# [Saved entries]
┄┄┄┄┄┄
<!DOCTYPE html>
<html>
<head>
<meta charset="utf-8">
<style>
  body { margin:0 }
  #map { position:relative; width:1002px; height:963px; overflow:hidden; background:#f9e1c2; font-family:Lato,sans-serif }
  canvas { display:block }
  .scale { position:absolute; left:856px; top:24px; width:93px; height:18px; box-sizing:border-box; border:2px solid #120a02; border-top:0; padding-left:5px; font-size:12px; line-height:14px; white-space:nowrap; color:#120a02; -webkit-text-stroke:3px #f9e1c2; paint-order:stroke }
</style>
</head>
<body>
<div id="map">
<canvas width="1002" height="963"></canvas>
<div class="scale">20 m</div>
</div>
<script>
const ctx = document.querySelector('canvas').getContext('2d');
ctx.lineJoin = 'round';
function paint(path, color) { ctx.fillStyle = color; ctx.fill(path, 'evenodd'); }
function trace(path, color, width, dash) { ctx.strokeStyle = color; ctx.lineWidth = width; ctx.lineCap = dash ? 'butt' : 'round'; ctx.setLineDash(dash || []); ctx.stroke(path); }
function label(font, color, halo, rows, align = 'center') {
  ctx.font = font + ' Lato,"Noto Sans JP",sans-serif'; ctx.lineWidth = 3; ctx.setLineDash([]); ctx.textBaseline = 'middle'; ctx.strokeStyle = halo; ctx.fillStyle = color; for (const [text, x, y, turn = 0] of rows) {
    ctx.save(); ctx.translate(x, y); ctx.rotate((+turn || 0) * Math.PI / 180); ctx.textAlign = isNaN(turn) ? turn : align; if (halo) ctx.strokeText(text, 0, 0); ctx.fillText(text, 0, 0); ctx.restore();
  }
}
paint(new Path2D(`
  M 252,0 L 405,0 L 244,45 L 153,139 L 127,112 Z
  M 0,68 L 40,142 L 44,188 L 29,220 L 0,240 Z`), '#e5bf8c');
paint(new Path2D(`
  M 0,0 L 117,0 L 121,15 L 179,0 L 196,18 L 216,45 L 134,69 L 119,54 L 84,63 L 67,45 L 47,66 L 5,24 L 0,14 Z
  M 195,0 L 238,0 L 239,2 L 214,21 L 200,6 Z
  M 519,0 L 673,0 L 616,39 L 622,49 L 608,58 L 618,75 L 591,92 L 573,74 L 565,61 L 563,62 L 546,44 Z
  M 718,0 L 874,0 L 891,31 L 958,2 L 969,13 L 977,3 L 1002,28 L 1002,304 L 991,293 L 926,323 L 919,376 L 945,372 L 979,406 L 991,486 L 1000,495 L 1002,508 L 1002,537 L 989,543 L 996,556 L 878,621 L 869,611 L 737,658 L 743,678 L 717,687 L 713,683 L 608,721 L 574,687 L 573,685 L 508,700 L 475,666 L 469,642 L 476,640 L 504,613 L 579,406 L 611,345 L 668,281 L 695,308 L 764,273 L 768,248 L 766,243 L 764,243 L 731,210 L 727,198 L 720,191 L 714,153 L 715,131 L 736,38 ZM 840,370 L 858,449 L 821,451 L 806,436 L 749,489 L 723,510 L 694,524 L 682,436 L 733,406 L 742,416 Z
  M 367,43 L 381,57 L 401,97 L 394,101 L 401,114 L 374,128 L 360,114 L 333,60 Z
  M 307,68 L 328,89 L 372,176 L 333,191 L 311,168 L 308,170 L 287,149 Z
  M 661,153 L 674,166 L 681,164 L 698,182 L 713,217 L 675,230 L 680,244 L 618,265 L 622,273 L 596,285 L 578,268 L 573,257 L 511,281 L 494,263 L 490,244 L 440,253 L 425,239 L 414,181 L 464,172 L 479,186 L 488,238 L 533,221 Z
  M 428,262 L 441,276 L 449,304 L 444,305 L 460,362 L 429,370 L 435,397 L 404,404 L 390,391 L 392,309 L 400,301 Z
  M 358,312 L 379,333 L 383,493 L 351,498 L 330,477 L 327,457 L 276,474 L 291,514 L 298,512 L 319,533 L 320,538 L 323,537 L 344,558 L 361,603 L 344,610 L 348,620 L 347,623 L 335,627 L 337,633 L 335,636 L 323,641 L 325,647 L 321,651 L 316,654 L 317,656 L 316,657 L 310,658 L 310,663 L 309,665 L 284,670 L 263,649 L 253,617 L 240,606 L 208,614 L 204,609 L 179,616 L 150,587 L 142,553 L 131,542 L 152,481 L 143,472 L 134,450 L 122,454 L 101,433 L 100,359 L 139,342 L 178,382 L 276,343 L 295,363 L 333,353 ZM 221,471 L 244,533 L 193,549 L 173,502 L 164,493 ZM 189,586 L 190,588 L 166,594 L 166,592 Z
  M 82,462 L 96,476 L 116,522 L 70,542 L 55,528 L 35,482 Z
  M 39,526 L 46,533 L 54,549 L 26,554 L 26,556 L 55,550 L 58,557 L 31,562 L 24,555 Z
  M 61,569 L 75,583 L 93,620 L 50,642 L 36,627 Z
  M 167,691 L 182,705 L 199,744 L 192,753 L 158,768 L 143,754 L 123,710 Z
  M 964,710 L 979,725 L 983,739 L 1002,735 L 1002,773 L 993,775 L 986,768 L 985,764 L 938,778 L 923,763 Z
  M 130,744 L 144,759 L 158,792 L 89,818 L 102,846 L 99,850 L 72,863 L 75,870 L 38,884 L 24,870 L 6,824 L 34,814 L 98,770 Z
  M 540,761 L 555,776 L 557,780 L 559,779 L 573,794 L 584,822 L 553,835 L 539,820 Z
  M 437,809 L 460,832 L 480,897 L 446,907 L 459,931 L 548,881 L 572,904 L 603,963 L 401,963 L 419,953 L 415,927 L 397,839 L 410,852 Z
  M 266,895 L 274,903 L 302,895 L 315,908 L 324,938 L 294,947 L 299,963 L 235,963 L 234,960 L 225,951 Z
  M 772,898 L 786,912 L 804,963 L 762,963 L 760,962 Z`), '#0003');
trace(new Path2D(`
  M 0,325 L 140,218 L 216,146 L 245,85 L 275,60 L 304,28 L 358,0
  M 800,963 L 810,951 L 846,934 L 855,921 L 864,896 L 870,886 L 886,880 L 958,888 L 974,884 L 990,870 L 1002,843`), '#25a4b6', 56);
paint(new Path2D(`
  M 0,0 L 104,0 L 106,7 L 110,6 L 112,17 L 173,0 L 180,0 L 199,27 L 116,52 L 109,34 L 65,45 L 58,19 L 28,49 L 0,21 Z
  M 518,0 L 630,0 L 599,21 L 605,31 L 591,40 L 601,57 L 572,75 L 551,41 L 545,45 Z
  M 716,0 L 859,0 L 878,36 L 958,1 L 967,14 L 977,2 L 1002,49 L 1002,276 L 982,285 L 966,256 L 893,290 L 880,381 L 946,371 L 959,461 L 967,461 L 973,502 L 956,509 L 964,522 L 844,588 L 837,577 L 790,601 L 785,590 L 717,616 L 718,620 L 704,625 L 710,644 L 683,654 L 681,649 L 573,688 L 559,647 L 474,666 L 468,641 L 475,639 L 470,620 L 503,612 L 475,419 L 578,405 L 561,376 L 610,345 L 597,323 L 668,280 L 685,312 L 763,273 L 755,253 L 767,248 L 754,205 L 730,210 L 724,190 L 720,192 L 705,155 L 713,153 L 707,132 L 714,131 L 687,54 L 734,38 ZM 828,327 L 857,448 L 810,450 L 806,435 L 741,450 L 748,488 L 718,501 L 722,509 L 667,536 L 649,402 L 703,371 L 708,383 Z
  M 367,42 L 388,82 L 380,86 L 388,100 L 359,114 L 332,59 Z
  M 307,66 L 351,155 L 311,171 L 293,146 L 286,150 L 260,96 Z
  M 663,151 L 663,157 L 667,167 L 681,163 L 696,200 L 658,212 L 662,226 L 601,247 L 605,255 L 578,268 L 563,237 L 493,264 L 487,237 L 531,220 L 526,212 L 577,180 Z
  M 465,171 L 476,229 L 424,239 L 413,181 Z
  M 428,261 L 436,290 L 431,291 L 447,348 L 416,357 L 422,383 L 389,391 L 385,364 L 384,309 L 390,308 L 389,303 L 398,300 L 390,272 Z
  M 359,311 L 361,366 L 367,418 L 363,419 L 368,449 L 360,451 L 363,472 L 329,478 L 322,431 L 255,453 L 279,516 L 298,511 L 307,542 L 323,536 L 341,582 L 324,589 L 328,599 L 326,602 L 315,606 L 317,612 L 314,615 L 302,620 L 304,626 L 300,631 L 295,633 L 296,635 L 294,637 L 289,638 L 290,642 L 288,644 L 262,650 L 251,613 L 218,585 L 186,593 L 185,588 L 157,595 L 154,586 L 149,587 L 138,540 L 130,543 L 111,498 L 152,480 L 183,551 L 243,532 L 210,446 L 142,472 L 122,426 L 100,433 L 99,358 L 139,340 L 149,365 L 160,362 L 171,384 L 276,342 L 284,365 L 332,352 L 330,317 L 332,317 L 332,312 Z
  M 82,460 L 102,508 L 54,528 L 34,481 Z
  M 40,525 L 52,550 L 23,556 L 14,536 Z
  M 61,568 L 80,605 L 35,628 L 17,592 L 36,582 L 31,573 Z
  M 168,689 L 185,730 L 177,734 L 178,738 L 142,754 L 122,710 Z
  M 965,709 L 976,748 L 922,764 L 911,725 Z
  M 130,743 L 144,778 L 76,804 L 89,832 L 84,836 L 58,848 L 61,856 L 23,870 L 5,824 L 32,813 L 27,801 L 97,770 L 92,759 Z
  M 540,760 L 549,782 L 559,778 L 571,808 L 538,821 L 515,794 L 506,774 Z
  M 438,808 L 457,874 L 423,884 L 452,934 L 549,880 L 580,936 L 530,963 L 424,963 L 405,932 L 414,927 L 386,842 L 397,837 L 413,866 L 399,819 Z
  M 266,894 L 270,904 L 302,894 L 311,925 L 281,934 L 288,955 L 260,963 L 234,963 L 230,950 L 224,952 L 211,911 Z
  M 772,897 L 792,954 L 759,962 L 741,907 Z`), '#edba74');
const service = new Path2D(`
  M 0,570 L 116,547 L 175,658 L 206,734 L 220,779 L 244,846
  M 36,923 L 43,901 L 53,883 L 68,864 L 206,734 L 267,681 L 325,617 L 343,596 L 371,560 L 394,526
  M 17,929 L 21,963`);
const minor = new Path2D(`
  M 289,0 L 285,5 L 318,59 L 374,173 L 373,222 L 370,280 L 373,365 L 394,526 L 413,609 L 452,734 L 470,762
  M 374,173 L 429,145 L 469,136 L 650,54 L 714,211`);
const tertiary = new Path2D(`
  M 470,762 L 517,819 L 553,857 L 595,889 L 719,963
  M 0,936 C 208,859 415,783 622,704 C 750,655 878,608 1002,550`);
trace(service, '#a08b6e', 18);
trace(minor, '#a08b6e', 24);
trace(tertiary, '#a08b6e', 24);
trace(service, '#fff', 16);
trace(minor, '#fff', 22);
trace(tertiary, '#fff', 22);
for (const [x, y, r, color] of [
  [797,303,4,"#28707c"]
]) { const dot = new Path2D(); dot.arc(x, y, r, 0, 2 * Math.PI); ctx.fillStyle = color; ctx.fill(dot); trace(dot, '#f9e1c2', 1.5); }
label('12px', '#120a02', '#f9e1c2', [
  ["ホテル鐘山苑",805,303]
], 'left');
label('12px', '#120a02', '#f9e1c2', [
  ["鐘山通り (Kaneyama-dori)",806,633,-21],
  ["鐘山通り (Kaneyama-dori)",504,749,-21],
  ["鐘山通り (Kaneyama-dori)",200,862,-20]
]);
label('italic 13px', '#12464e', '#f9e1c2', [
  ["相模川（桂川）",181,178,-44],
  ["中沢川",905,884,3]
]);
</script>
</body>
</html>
┄┄┄┄┄┄
# [WHAT IS NEEDED]
Given the records above, return exactly the lines starting at the line containing "M 266,894 L" and ending at the line containing "M 0,570 L 116,547", including both.

# [RESULT FOR THIS EXERCISE]
  M 266,894 L 270,904 L 302,894 L 311,925 L 281,934 L 288,955 L 260,963 L 234,963 L 230,950 L 224,952 L 211,911 Z
  M 772,897 L 792,954 L 759,962 L 741,907 Z`), '#edba74');
const service = new Path2D(`
  M 0,570 L 116,547 L 175,658 L 206,734 L 220,779 L 244,846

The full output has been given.